··· EXCERPTED DATA
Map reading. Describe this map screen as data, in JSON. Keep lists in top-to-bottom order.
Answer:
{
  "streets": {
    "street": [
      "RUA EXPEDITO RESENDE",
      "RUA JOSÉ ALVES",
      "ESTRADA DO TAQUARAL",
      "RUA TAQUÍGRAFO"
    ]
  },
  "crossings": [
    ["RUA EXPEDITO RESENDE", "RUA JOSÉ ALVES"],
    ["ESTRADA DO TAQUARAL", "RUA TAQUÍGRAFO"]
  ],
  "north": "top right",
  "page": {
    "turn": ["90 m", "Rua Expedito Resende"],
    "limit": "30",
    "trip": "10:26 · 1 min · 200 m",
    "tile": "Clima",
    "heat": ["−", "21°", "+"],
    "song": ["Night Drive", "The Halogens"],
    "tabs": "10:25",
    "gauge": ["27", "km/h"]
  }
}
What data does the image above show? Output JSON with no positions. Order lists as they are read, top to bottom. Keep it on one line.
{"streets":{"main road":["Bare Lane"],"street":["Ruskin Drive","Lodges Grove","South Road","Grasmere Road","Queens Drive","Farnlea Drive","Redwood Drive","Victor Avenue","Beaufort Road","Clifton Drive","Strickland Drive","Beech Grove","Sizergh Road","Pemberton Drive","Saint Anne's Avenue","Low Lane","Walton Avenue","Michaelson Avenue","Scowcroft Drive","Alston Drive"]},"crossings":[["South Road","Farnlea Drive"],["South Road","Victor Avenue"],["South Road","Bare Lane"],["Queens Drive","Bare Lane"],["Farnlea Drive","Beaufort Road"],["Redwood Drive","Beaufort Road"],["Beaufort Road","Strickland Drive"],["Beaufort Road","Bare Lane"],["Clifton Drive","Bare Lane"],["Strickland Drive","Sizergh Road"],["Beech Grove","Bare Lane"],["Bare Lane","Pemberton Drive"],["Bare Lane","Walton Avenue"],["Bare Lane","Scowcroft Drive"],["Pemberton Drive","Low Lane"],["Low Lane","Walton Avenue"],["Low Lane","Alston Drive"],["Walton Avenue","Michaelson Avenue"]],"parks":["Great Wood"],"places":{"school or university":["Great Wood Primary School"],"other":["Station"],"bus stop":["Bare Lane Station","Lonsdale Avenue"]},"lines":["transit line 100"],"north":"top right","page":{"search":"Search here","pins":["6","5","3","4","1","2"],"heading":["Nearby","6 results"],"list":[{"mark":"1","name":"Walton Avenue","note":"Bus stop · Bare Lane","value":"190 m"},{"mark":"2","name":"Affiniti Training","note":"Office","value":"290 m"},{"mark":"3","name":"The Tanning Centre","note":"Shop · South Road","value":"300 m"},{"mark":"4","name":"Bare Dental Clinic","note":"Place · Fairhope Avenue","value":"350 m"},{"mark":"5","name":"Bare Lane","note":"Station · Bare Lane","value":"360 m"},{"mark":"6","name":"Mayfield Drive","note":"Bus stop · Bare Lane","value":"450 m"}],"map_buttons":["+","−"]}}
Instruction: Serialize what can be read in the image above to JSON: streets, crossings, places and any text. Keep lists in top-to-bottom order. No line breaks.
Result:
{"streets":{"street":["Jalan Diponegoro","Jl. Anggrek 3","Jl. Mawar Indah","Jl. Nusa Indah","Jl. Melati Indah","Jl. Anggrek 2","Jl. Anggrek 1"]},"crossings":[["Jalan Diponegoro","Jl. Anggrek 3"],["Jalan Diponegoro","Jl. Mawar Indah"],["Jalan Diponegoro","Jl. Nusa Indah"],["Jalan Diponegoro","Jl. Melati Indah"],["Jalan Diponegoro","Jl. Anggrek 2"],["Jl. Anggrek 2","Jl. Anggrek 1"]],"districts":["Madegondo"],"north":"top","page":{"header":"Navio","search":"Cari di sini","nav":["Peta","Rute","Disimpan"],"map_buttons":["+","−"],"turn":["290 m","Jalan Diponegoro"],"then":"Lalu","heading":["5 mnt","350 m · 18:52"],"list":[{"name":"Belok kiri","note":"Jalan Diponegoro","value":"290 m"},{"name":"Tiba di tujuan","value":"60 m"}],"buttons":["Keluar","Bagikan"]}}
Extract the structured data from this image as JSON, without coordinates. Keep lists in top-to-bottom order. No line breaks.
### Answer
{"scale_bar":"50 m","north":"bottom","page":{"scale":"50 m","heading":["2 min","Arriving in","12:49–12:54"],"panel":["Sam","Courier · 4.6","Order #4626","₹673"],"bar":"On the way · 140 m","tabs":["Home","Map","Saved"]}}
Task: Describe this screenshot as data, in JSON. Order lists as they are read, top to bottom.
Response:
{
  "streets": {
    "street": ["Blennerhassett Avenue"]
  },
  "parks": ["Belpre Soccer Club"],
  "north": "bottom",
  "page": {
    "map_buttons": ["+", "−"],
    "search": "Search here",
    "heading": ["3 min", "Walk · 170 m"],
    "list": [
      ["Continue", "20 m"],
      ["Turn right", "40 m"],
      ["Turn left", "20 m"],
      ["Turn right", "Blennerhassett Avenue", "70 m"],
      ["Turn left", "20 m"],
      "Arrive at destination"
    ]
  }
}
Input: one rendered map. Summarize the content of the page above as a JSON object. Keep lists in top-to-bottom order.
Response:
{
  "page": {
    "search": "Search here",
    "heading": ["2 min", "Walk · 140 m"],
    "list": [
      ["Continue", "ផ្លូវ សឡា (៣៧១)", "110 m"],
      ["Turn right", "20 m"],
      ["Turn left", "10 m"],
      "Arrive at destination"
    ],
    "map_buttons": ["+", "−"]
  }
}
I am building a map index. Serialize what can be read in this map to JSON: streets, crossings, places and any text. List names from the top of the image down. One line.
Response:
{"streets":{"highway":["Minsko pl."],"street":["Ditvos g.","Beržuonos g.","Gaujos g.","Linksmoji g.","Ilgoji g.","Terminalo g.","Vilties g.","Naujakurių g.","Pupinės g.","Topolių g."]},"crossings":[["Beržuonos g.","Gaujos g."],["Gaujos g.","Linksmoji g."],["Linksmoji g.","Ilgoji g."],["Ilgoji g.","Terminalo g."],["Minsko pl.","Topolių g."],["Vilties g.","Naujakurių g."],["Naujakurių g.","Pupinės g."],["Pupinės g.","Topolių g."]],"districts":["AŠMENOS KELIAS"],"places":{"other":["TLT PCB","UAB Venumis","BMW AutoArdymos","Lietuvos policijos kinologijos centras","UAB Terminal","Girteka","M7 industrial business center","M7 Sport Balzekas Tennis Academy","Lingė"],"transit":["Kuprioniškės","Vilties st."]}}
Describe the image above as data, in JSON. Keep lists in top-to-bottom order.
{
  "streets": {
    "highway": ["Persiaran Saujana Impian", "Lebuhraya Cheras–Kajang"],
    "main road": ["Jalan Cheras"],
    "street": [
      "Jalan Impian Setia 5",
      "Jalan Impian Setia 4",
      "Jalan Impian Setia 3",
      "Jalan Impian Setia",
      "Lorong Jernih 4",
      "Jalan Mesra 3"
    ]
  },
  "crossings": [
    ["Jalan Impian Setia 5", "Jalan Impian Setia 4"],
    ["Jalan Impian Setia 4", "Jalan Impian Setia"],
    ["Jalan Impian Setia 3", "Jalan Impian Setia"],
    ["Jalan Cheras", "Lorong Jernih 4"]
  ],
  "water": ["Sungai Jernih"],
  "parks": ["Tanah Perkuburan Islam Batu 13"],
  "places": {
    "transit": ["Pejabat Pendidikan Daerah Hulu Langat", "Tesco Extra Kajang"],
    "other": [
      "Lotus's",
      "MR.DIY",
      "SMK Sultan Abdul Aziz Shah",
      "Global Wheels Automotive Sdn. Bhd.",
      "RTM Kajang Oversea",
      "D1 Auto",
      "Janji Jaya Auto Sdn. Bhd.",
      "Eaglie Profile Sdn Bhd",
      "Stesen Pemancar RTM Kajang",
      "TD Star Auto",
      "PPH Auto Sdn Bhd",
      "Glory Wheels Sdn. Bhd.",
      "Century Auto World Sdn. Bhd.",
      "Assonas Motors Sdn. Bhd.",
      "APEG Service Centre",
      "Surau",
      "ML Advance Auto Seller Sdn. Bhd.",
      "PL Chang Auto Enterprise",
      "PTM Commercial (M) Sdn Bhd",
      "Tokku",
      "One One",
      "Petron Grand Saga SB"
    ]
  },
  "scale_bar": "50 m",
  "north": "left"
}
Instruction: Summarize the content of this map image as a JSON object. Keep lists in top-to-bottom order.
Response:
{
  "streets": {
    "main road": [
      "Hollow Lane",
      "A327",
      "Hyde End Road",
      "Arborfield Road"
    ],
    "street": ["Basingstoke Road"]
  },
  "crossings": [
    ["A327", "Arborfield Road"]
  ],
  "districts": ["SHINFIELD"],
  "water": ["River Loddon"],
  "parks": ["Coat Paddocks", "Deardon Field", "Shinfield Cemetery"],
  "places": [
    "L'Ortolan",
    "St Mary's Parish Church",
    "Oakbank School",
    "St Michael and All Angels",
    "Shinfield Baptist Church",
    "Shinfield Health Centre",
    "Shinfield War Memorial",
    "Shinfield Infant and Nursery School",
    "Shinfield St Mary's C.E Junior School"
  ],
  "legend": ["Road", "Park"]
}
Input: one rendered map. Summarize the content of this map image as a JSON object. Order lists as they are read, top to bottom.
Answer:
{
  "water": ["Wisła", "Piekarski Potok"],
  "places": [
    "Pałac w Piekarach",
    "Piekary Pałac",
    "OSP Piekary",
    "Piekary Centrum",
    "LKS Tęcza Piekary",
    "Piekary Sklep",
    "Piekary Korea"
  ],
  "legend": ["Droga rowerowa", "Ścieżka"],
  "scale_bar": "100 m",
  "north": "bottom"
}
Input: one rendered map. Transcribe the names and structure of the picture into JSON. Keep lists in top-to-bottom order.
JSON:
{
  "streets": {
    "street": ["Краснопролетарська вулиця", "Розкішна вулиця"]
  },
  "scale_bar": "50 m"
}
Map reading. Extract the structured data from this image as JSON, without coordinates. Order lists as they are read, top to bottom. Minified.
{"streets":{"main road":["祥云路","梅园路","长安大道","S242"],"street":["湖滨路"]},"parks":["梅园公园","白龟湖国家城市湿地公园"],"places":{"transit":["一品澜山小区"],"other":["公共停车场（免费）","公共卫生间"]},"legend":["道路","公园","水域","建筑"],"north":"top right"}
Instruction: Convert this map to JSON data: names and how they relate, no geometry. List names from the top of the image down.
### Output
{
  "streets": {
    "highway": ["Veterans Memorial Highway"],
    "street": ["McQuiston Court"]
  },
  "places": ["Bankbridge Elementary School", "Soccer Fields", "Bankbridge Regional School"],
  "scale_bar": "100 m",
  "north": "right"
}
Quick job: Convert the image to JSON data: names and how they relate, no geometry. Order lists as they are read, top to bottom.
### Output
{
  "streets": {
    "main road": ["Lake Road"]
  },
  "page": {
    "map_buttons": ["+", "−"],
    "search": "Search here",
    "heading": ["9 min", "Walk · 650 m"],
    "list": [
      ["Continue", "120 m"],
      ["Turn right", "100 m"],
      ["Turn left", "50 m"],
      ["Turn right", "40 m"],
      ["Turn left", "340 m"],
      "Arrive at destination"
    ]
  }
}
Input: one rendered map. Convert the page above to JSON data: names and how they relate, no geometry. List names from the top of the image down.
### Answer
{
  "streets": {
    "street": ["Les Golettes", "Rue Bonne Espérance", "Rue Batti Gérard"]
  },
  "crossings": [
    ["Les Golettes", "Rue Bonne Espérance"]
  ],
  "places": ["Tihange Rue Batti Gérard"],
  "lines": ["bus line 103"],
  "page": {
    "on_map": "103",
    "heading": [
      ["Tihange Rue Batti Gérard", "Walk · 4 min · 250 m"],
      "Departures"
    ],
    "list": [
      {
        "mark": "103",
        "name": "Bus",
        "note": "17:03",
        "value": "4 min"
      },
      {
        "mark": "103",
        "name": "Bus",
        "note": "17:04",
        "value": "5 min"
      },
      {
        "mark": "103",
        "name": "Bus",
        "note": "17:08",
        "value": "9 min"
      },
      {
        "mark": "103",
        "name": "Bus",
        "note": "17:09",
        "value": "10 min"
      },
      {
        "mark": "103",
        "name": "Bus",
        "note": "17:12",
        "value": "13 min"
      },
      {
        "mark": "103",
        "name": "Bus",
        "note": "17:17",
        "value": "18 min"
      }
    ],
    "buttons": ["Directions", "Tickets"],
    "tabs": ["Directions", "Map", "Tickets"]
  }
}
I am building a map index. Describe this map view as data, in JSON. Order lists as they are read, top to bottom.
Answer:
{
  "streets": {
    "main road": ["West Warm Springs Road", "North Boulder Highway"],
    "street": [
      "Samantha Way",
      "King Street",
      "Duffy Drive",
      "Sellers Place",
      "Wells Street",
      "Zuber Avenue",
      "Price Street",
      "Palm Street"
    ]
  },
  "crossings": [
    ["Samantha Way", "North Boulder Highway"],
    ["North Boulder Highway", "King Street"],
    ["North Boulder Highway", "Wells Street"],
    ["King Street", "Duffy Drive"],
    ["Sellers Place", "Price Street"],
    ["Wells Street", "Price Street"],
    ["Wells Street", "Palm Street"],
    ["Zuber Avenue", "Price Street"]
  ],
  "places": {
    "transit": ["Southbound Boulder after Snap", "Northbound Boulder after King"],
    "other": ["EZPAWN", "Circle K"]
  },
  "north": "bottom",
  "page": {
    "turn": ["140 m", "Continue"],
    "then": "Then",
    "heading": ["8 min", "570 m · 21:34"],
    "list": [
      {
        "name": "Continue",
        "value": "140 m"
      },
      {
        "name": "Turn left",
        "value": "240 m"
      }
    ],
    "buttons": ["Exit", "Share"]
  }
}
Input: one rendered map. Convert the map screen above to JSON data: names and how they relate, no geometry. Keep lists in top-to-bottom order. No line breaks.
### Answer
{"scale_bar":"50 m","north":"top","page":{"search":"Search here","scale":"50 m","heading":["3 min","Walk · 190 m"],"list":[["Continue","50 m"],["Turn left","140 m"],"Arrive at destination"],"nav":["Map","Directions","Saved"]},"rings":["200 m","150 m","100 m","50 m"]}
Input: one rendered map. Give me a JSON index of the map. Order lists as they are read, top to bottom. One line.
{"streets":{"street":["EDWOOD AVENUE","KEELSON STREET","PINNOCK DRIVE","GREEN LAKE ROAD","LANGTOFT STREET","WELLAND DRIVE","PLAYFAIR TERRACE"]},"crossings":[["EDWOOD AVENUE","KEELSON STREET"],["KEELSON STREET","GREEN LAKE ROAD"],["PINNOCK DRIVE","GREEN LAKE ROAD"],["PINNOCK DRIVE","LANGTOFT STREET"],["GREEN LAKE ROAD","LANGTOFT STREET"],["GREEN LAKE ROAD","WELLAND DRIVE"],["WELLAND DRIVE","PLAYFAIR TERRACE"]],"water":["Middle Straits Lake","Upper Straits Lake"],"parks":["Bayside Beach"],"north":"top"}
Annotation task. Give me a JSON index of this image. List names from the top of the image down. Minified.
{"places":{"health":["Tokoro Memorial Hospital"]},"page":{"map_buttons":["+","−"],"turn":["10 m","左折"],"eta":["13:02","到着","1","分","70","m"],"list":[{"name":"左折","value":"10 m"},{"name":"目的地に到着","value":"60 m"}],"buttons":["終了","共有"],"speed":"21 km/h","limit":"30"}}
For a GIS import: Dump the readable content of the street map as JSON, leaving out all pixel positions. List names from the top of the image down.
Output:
······
▸ TASK BRIEF: In your answer, include only the lines above starting at the line that holds "Instruction: Summarize the" and ending at the line that holds "Input: one rendered map. Summarize the content of this", copied exactly.

▸ SOLUTION TO THIS PROBLEM:
Instruction: Summarize the content of this map image as a JSON object. Keep lists in top-to-bottom order.
Response:
{
  "streets": {
    "main road": [
      "Hollow Lane",
      "A327",
      "Hyde End Road",
      "Arborfield Road"
    ],
    "street": ["Basingstoke Road"]
  },
  "crossings": [
    ["A327", "Arborfield Road"]
  ],
  "districts": ["SHINFIELD"],
  "water": ["River Loddon"],
  "parks": ["Coat Paddocks", "Deardon Field", "Shinfield Cemetery"],
  "places": [
    "L'Ortolan",
    "St Mary's Parish Church",
    "Oakbank School",
    "St Michael and All Angels",
    "Shinfield Baptist Church",
    "Shinfield Health Centre",
    "Shinfield War Memorial",
    "Shinfield Infant and Nursery School",
    "Shinfield St Mary's C.E Junior School"
  ],
  "legend": ["Road", "Park"]
}
Input: one rendered map. Summarize the content of this map image as a JSON object. Order lists as they are read, top to bottom.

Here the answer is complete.